## Comprehensive Answer Evaluation Tool - NLP Based

The code aims to evaluate a question dataset, given that answers are provided, and a reference text is available. The evaluation is based on three parts: a keyword generator/counter, accounting for 20% of the overall marks, 20% for grammar, and the rest on semantic

### Imports for NLP

In [176]:
import json
import nltk
import numpy as np
from nltk.tokenize import RegexpTokenizer
from nltk.corpus import stopwords
from nltk.util import ngrams
from collections import Counter
from PyPDF2 import PdfReader
from sklearn.model_selection import train_test_split
from sklearn.preprocessing import StandardScaler
from sklearn.neural_network import MLPRegressor
from gensim.models import Word2Vec
from sklearn.metrics.pairwise import cosine_similarity
from sklearn.linear_model import Ridge
from sklearn.metrics import mean_absolute_error
from sentence_transformers import SentenceTransformer

### Basic NLP Tasks
1. Tokenization
2. Stopword removal
3. N-grams (unigrams, bigrams trigrams)

In [177]:
STOPWORDS = {
    "the","is","in","and","to","of","a","an","for","on","with","as",
    "by","this","that","it","from","are","was","were","be","has","had",
    "have","at","or","but","not","which","their","its","also"
}


# PDF Processing
pdf_path = 'text.pdf'
reader = PdfReader(pdf_path)

student_text = ""
for page in reader.pages:
    student_text += page.extract_text() + " "

student_text = student_text.lower()

# JSON Processing
json_path = 'history_eval_dataset_v2.json'

with open(json_path, "r", encoding="utf-8") as f:
    qa = json.load(f)

reference_text = " ".join(
    item["reference"] for item in qa if "reference" in item
).lower()

# Tokenization
tokenizer = RegexpTokenizer(r'\b[a-zA-Z]+\b')
stop_words = STOPWORDS

def preprocess(text):
    tokens = tokenizer.tokenize(text)
    return [w for w in tokens if w not in stop_words]

student_tokens = preprocess(student_text)
reference_tokens = preprocess(reference_text)

# N-grams
def get_ngrams(tokens, n):
    return Counter(ngrams(tokens, n))

student_uni = Counter(student_tokens)
student_bi = get_ngrams(student_tokens, 2)
student_tri = get_ngrams(student_tokens, 3)

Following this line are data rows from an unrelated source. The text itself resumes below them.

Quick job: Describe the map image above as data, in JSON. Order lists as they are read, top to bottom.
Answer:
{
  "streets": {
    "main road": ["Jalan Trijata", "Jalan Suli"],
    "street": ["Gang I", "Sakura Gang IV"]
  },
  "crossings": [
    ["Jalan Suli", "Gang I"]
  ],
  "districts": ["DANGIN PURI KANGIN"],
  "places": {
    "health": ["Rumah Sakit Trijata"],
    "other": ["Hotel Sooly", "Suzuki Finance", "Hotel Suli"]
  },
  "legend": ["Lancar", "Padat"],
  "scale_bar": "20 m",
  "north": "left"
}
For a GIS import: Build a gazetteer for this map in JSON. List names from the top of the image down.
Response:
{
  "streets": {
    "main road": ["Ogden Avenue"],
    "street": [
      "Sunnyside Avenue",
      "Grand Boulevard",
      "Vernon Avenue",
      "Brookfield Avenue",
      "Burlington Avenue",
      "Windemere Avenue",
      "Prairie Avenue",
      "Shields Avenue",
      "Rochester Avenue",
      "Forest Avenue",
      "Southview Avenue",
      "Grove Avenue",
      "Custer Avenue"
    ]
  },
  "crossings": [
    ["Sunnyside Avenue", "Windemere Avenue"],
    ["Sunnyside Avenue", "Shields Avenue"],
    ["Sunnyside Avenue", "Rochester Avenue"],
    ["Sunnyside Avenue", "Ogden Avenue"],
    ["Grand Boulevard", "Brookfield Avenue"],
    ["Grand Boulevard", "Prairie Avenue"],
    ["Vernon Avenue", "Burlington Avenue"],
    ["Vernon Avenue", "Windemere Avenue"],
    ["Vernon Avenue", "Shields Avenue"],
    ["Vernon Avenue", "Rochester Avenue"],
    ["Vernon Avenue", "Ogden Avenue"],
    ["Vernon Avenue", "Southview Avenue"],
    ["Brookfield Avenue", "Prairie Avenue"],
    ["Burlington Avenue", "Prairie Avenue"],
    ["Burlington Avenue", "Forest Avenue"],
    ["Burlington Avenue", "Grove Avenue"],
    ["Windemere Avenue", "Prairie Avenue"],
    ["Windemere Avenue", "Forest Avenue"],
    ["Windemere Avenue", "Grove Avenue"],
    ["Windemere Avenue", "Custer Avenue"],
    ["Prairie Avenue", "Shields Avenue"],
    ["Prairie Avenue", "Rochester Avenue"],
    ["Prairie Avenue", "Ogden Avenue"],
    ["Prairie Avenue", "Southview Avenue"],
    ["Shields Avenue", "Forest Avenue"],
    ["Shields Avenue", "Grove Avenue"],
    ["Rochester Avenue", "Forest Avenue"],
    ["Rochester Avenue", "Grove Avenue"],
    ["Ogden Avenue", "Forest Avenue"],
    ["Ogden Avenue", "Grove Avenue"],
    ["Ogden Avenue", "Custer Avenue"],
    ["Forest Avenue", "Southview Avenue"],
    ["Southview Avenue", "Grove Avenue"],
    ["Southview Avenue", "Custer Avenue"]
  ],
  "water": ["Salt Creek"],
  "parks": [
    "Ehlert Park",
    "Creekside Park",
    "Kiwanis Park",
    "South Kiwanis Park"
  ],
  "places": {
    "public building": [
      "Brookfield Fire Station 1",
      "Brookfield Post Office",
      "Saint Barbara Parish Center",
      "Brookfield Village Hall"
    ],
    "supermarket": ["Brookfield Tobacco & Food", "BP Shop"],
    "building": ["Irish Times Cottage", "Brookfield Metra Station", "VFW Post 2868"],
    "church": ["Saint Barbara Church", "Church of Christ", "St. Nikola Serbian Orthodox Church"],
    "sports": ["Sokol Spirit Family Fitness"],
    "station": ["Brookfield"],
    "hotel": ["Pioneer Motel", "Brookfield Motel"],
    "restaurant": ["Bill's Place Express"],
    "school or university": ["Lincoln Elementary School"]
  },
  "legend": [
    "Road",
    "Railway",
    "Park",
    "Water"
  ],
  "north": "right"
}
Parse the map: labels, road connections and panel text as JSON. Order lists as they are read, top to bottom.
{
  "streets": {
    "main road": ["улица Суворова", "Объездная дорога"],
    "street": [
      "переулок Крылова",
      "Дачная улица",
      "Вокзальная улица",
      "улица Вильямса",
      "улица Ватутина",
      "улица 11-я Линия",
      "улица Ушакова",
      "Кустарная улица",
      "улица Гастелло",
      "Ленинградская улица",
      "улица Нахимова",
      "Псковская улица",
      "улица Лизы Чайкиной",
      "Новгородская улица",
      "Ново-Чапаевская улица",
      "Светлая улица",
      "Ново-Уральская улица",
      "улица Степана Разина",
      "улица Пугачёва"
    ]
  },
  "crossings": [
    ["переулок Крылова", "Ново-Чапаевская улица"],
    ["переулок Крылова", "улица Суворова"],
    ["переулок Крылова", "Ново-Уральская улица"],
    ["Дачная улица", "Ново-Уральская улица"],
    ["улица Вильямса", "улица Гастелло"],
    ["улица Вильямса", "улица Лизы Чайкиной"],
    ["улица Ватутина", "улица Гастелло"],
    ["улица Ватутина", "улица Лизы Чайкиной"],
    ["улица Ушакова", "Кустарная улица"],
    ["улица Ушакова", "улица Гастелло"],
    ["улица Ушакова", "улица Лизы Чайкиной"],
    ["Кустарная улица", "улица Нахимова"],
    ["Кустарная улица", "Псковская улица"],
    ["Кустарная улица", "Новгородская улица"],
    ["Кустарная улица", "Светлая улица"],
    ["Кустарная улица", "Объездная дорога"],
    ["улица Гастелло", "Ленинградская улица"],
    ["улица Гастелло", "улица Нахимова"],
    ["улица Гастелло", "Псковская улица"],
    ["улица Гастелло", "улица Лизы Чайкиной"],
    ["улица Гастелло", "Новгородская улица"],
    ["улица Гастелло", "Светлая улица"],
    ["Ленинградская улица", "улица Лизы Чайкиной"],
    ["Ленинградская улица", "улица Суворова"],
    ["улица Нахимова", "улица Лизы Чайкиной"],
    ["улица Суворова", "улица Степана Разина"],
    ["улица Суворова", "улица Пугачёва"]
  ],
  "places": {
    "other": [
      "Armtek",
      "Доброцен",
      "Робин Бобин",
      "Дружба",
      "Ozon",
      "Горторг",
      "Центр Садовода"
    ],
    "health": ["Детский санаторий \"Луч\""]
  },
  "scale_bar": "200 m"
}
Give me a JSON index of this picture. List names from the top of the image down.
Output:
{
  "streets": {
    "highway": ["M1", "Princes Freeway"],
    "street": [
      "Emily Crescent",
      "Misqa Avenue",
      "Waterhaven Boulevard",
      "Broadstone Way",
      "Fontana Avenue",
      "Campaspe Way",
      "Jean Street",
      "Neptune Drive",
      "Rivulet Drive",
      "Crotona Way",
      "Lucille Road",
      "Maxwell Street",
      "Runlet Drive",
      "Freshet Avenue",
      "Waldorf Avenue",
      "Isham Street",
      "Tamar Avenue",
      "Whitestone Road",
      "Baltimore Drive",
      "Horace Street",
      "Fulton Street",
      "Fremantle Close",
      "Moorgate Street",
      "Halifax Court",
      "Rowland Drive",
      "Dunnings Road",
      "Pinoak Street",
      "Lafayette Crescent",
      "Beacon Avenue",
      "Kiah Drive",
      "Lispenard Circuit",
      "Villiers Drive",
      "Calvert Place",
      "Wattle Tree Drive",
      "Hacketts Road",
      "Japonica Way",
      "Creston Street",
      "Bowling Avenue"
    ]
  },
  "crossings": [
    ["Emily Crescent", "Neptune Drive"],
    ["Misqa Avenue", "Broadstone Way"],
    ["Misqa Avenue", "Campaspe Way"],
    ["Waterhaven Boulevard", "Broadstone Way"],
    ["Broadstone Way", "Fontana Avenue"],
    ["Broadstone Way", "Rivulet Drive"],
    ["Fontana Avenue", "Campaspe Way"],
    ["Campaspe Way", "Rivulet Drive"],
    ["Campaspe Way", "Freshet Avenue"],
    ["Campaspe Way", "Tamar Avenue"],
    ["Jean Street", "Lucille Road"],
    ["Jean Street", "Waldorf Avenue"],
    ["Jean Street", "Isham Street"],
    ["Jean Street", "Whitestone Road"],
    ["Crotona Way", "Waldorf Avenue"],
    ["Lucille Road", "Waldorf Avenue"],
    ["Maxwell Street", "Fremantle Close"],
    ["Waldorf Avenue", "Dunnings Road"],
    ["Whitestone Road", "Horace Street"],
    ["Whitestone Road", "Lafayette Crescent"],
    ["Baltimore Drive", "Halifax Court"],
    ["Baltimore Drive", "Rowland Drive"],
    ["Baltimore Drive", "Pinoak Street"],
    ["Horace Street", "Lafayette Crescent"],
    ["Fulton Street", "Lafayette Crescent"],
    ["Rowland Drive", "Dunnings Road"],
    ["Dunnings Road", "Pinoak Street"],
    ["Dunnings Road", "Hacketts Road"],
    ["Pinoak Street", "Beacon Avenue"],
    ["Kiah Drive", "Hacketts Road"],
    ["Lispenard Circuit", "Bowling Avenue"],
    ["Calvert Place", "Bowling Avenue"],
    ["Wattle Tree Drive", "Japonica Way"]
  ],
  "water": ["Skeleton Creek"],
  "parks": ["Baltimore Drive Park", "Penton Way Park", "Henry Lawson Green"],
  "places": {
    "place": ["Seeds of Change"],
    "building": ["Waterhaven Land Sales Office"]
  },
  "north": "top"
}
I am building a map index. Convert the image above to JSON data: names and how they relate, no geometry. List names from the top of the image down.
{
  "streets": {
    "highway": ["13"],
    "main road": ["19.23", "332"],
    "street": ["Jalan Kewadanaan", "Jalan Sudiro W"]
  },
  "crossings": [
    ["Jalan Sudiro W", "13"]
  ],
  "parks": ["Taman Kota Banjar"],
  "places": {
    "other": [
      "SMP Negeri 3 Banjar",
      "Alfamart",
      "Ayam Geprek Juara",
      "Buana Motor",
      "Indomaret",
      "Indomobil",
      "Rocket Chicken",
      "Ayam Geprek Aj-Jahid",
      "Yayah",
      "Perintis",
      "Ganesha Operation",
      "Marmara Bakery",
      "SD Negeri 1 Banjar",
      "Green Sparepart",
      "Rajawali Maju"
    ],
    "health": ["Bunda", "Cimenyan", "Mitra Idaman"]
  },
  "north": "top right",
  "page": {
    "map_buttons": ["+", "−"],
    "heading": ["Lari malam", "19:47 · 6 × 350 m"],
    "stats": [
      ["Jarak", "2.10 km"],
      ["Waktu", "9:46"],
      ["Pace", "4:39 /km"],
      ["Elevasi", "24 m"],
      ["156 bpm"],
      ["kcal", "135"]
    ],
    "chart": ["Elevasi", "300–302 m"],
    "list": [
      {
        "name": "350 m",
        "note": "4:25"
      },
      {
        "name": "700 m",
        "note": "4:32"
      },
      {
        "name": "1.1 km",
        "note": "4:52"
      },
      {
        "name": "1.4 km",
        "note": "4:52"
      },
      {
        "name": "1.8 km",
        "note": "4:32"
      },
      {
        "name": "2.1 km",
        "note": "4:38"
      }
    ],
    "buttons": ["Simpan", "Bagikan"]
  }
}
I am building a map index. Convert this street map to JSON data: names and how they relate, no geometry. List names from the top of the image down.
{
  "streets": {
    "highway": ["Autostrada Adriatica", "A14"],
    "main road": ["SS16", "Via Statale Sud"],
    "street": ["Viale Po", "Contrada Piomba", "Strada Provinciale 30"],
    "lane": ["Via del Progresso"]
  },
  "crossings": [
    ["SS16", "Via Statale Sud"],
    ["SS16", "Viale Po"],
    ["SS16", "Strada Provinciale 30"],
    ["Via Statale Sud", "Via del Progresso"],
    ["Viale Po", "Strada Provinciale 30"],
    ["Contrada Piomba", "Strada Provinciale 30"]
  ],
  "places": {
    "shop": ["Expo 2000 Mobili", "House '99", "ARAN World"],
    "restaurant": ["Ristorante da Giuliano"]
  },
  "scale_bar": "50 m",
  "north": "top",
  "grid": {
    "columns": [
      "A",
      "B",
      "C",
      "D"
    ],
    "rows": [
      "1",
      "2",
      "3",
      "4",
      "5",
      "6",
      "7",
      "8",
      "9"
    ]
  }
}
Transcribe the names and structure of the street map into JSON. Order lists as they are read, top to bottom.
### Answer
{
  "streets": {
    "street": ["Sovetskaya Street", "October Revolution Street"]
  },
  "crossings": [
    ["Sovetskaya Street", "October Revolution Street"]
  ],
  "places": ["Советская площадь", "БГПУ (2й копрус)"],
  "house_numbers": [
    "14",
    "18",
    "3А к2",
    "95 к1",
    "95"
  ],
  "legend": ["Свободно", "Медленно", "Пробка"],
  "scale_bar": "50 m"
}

ref_uni = Counter(reference_tokens)
ref_bi = get_ngrams(reference_tokens, 2)
ref_tri = get_ngrams(reference_tokens, 3)

# Keywords Generation
def common_terms(c1, c2):
    common = {}
    for k in c1:
        if k in c2:
            common[k] = min(c1[k], c2[k])
    return Counter(common)

common_uni = common_terms(student_uni, ref_uni)
common_bi = common_terms(student_bi, ref_bi)
common_tri = common_terms(student_tri, ref_tri)

uni = []
bi = []
tri = []
u_uni = set()
u_bi = set()
u_tri = set()

for w, c in common_uni.most_common():
    uni.append(w)
for w, c in common_bi.most_common():
    bi.append(w)
for w, c in common_tri.most_common():
    tri.append(w)

for tri_g in tri:
    tri_set = set(tri_g)

    # Unigrams in trigrams
    for u in uni:
        if u in tri_set:
            u_uni.add(u)

    # bigrams in trigram
    tri_bigrams = {(tri_g[0], tri_g[1]), (tri_g[1], tri_g[2])}

    for b in bi:
        if b in tri_bigrams:
            u_bi.add(b)

    # trigrams that have unigrams and bigrams
    if any(
        b in tri_bigrams for b in bi
    ):
        u_tri.add(tri_g)

u_uni = list(u_uni)
u_bi = list(u_bi)
u_tri = list(u_tri)


### Feature Vectorization
 Make vectors, which are count values of each unigram, bigram, trigram from the keyword list, as a segment of evaluation.

In [178]:
def vector(tokens, uni_keys, bi_keys, tri_keys):
    vec = []

    token_counts = Counter(tokens)
    bigram_counts = Counter(ngrams(tokens, 2))
    trigram_counts = Counter(ngrams(tokens, 3))

    for u in uni_keys:
        vec.append(token_counts.get(u, 0)*0.2)

    for b in bi_keys:
        vec.append(bigram_counts.get(b, 0)*0.3)

    for t in tri_keys:
        vec.append(trigram_counts.get(t, 0)*0.5)

    return vec

### Tokenization & feature vectorization

In [179]:
X_stu = []
X_ref = []
y_stu = []
for item in qa:
    tokens_stu = preprocess(item["student_answer"])
    X_stu.append(vector(tokens_stu, uni, bi, tri))
    tokens_ref = preprocess(item["reference"])
    X_ref.append(vector(tokens_ref, uni, bi, tri))
    y_stu.append(item["score"])


### Mark calculation based on keyword presence

In [180]:
x_key_stu = []
x_val_stu = []
x_key_ref = []
x_val_keyword = []

def feature_sum(feature_vec_stu, feature_vec_ref, x_key_stu, x_key_ref, x_val):


    for student_features in feature_vec_stu:
        total = sum(student_features)
        x_key_stu.append(total)

    for teach_features in feature_vec_ref:
        total = sum(teach_features)
        x_key_ref.append(total)

    if len(x_key_stu) == len(x_key_ref):
        for i in range(len(x_key_stu)):
            j = (x_key_stu[i]/x_key_ref[i])*2
            x_val.append(j)

feature_sum(X_stu, X_ref, x_key_stu, x_key_ref, x_val_keyword)

print(x_val_keyword)


[0.8, 0.0, 0.0, 1.5294117647058825, 0.0, 0.0, 0.0, 1.5555555555555556, 0.0, 1.6, 0.0, 0.8979591836734697, 0.08163265306122452, 0.5000000000000001, 0.25000000000000006, 0.8888888888888888, 0.4444444444444444, 1.2000000000000002, 0.0]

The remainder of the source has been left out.